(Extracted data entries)
◆ ◆ ◆

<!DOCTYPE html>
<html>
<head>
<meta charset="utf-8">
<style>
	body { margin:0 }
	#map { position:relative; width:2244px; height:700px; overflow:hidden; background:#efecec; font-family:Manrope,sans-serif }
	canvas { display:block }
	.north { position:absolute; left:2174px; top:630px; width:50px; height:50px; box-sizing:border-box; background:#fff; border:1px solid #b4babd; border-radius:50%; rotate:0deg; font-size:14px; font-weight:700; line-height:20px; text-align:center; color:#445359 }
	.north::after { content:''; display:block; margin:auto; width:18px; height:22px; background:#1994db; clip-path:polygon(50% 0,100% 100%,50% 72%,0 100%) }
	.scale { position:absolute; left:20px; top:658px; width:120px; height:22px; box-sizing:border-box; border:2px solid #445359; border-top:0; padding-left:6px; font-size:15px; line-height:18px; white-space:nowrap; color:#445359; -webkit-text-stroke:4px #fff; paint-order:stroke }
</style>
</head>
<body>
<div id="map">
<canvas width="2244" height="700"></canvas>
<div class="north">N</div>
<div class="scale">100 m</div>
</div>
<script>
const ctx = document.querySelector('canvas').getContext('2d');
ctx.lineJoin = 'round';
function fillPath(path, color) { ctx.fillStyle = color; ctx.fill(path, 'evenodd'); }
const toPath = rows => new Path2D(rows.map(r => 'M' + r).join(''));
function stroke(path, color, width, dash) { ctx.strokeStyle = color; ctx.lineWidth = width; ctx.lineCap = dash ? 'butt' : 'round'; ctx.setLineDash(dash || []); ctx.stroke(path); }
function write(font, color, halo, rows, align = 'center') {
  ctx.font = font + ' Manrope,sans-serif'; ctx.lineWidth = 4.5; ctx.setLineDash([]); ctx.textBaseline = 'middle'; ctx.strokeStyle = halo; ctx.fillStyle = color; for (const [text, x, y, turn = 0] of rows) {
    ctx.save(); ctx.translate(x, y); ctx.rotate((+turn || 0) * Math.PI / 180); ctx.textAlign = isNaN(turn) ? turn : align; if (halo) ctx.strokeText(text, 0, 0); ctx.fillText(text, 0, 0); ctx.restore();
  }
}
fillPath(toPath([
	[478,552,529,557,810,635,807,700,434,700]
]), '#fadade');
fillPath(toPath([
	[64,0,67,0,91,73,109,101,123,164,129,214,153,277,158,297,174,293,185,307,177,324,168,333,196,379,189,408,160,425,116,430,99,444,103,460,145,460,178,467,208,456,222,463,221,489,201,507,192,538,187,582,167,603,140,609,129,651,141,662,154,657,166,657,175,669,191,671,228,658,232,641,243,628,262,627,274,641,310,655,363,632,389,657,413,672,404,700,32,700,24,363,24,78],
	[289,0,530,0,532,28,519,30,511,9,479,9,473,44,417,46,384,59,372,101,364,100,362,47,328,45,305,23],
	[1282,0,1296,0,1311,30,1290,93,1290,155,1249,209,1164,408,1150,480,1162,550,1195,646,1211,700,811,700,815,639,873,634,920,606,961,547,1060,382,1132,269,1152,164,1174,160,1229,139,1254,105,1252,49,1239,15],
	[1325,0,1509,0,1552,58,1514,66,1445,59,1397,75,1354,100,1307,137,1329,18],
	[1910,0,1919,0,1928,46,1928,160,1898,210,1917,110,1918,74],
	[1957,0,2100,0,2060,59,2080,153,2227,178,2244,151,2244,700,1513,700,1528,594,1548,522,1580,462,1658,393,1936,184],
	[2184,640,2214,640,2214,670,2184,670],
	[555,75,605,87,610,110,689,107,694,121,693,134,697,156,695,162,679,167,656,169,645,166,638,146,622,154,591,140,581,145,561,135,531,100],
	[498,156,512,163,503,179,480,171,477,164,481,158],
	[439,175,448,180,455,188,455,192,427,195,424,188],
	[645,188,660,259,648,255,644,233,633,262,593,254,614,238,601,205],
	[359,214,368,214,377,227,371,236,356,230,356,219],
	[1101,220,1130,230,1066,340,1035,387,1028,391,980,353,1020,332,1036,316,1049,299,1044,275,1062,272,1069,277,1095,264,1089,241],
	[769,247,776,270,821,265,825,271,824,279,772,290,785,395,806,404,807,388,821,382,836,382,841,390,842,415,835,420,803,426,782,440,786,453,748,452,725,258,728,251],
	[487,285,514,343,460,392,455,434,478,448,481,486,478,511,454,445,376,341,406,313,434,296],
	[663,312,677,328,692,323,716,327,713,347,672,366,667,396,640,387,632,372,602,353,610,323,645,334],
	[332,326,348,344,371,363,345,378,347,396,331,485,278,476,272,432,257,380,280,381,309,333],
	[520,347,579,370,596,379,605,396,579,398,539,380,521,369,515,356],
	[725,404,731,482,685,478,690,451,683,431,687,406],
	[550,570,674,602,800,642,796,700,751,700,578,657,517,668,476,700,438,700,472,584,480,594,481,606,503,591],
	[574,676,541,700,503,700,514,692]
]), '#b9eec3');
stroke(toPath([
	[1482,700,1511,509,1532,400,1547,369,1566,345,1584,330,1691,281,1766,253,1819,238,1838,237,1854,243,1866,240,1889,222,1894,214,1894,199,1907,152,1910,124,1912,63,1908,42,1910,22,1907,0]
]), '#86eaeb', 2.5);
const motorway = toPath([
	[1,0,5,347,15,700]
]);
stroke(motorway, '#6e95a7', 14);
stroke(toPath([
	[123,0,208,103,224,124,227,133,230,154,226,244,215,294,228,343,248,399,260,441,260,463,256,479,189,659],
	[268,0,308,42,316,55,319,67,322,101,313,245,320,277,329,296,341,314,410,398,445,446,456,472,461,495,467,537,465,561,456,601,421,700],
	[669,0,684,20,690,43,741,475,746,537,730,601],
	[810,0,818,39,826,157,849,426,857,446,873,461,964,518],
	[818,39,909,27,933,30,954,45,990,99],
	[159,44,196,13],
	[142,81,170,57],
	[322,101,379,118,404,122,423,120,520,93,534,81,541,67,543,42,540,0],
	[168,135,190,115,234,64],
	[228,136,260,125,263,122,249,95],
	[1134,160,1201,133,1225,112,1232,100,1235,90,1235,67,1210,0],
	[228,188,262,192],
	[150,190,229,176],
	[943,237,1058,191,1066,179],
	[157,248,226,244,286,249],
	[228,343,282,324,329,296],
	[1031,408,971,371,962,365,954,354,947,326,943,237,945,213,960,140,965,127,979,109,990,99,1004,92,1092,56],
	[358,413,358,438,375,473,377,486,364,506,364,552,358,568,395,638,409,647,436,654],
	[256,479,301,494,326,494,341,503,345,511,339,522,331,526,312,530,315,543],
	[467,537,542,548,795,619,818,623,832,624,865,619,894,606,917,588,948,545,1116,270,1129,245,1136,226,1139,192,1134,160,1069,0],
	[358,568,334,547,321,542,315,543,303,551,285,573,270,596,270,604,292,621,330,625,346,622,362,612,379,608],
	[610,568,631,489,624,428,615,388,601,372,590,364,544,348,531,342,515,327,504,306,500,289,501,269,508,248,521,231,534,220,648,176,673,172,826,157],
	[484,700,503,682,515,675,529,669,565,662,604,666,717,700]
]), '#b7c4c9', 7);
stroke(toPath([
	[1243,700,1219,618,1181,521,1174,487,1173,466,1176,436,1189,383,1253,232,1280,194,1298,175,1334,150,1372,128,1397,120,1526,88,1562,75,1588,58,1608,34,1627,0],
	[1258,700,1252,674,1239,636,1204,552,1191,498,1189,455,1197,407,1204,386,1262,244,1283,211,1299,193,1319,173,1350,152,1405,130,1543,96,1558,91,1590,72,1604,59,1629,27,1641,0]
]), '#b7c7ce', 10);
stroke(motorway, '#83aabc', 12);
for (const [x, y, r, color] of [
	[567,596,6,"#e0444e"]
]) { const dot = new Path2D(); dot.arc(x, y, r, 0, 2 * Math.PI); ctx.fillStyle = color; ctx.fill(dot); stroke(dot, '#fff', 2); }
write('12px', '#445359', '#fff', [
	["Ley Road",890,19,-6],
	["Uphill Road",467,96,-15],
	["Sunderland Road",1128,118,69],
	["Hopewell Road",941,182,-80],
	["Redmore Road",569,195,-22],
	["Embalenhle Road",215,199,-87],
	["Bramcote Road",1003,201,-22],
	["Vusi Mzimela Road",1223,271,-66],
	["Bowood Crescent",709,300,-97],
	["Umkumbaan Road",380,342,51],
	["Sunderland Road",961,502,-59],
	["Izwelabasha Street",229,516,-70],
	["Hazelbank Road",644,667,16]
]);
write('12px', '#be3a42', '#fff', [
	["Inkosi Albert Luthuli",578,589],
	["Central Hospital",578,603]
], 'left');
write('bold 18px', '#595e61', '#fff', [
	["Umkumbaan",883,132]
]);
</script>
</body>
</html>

◆ ◆ ◆

§ WHAT IS EXPECTED: Write out the records exactly, starting at the first line and stopping after the line that contains "position:absolute; left:2174px; top:630px;".

§ REPLY:
<!DOCTYPE html>
<html>
<head>
<meta charset="utf-8">
<style>
	body { margin:0 }
	#map { position:relative; width:2244px; height:700px; overflow:hidden; background:#efecec; font-family:Manrope,sans-serif }
	canvas { display:block }
	.north { position:absolute; left:2174px; top:630px; width:50px; height:50px; box-sizing:border-box; background:#fff; border:1px solid #b4babd; border-radius:50%; rotate:0deg; font-size:14px; font-weight:700; line-height:20px; text-align:center; color:#445359 }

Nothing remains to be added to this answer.